(RECORDS SHOWN)
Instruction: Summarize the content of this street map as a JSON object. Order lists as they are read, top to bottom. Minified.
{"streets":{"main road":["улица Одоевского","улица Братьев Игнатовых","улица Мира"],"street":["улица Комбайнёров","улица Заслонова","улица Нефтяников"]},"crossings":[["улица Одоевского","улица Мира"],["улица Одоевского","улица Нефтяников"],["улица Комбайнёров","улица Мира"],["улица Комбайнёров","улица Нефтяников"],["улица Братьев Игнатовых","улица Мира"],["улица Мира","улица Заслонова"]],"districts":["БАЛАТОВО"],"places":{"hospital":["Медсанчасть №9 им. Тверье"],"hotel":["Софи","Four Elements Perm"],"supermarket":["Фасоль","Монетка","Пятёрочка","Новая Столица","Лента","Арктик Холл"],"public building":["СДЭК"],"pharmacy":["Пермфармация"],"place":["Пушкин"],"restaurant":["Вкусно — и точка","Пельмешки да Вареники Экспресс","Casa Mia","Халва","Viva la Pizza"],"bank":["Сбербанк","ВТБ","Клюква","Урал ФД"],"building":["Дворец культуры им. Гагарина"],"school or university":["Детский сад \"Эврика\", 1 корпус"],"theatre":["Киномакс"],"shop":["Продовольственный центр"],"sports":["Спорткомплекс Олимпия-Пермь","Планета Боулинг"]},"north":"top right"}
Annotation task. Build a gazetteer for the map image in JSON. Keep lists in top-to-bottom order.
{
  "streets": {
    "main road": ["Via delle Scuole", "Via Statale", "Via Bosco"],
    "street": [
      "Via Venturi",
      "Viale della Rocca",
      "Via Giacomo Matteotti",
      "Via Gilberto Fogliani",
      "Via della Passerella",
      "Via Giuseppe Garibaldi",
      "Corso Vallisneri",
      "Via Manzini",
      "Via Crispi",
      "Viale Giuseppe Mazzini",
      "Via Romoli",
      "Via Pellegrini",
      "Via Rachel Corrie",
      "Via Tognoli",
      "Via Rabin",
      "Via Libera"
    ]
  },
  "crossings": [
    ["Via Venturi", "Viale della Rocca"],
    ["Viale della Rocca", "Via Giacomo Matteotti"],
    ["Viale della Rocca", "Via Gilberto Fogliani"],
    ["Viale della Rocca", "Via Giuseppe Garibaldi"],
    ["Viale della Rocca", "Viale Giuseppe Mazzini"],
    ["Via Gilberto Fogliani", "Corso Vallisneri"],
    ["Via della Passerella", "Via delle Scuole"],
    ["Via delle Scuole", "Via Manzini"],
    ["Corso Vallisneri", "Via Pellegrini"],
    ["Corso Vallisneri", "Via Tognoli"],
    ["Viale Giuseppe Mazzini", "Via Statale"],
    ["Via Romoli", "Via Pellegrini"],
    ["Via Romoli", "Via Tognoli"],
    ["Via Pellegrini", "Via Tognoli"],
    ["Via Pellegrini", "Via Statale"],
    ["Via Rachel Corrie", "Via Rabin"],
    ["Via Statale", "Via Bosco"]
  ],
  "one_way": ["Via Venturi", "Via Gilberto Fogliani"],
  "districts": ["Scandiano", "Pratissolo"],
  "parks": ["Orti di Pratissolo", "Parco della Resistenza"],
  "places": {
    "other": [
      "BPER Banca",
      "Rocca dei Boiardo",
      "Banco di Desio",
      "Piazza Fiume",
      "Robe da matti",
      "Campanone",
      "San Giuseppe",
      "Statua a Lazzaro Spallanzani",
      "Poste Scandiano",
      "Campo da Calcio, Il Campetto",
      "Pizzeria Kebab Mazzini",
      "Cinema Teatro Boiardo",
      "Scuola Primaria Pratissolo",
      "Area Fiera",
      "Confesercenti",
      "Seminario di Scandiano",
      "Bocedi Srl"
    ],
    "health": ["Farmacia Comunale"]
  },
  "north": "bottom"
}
(End RECORDS SHOWN)
• **WORK INSTRUCTION**
Word for word, output the records that appear above.

• **EXERCISE ANSWER**
Instruction: Summarize the content of this street map as a JSON object. Order lists as they are read, top to bottom. Minified.
{"streets":{"main road":["улица Одоевского","улица Братьев Игнатовых","улица Мира"],"street":["улица Комбайнёров","улица Заслонова","улица Нефтяников"]},"crossings":[["улица Одоевского","улица Мира"],["улица Одоевского","улица Нефтяников"],["улица Комбайнёров","улица Мира"],["улица Комбайнёров","улица Нефтяников"],["улица Братьев Игнатовых","улица Мира"],["улица Мира","улица Заслонова"]],"districts":["БАЛАТОВО"],"places":{"hospital":["Медсанчасть №9 им. Тверье"],"hotel":["Софи","Four Elements Perm"],"supermarket":["Фасоль","Монетка","Пятёрочка","Новая Столица","Лента","Арктик Холл"],"public building":["СДЭК"],"pharmacy":["Пермфармация"],"place":["Пушкин"],"restaurant":["Вкусно — и точка","Пельмешки да Вареники Экспресс","Casa Mia","Халва","Viva la Pizza"],"bank":["Сбербанк","ВТБ","Клюква","Урал ФД"],"building":["Дворец культуры им. Гагарина"],"school or university":["Детский сад \"Эврика\", 1 корпус"],"theatre":["Киномакс"],"shop":["Продовольственный центр"],"sports":["Спорткомплекс Олимпия-Пермь","Планета Боулинг"]},"north":"top right"}
Annotation task. Build a gazetteer for the map image in JSON. Keep lists in top-to-bottom order.
{
  "streets": {
    "main road": ["Via delle Scuole", "Via Statale", "Via Bosco"],
    "street": [
      "Via Venturi",
      "Viale della Rocca",
      "Via Giacomo Matteotti",
      "Via Gilberto Fogliani",
      "Via della Passerella",
      "Via Giuseppe Garibaldi",
      "Corso Vallisneri",
      "Via Manzini",
      "Via Crispi",
      "Viale Giuseppe Mazzini",
      "Via Romoli",
      "Via Pellegrini",
      "Via Rachel Corrie",
      "Via Tognoli",
      "Via Rabin",
      "Via Libera"
    ]
  },
  "crossings": [
    ["Via Venturi", "Viale della Rocca"],
    ["Viale della Rocca", "Via Giacomo Matteotti"],
    ["Viale della Rocca", "Via Gilberto Fogliani"],
    ["Viale della Rocca", "Via Giuseppe Garibaldi"],
    ["Viale della Rocca", "Viale Giuseppe Mazzini"],
    ["Via Gilberto Fogliani", "Corso Vallisneri"],
    ["Via della Passerella", "Via delle Scuole"],
    ["Via delle Scuole", "Via Manzini"],
    ["Corso Vallisneri", "Via Pellegrini"],
    ["Corso Vallisneri", "Via Tognoli"],
    ["Viale Giuseppe Mazzini", "Via Statale"],
    ["Via Romoli", "Via Pellegrini"],
    ["Via Romoli", "Via Tognoli"],
    ["Via Pellegrini", "Via Tognoli"],
    ["Via Pellegrini", "Via Statale"],
    ["Via Rachel Corrie", "Via Rabin"],
    ["Via Statale", "Via Bosco"]
  ],
  "one_way": ["Via Venturi", "Via Gilberto Fogliani"],
  "districts": ["Scandiano", "Pratissolo"],
  "parks": ["Orti di Pratissolo", "Parco della Resistenza"],
  "places": {
    "other": [
      "BPER Banca",
      "Rocca dei Boiardo",
      "Banco di Desio",
      "Piazza Fiume",
      "Robe da matti",
      "Campanone",
      "San Giuseppe",
      "Statua a Lazzaro Spallanzani",
      "Poste Scandiano",
      "Campo da Calcio, Il Campetto",
      "Pizzeria Kebab Mazzini",
      "Cinema Teatro Boiardo",
      "Scuola Primaria Pratissolo",
      "Area Fiera",
      "Confesercenti",
      "Seminario di Scandiano",
      "Bocedi Srl"
    ],
    "health": ["Farmacia Comunale"]
  },
  "north": "bottom"
}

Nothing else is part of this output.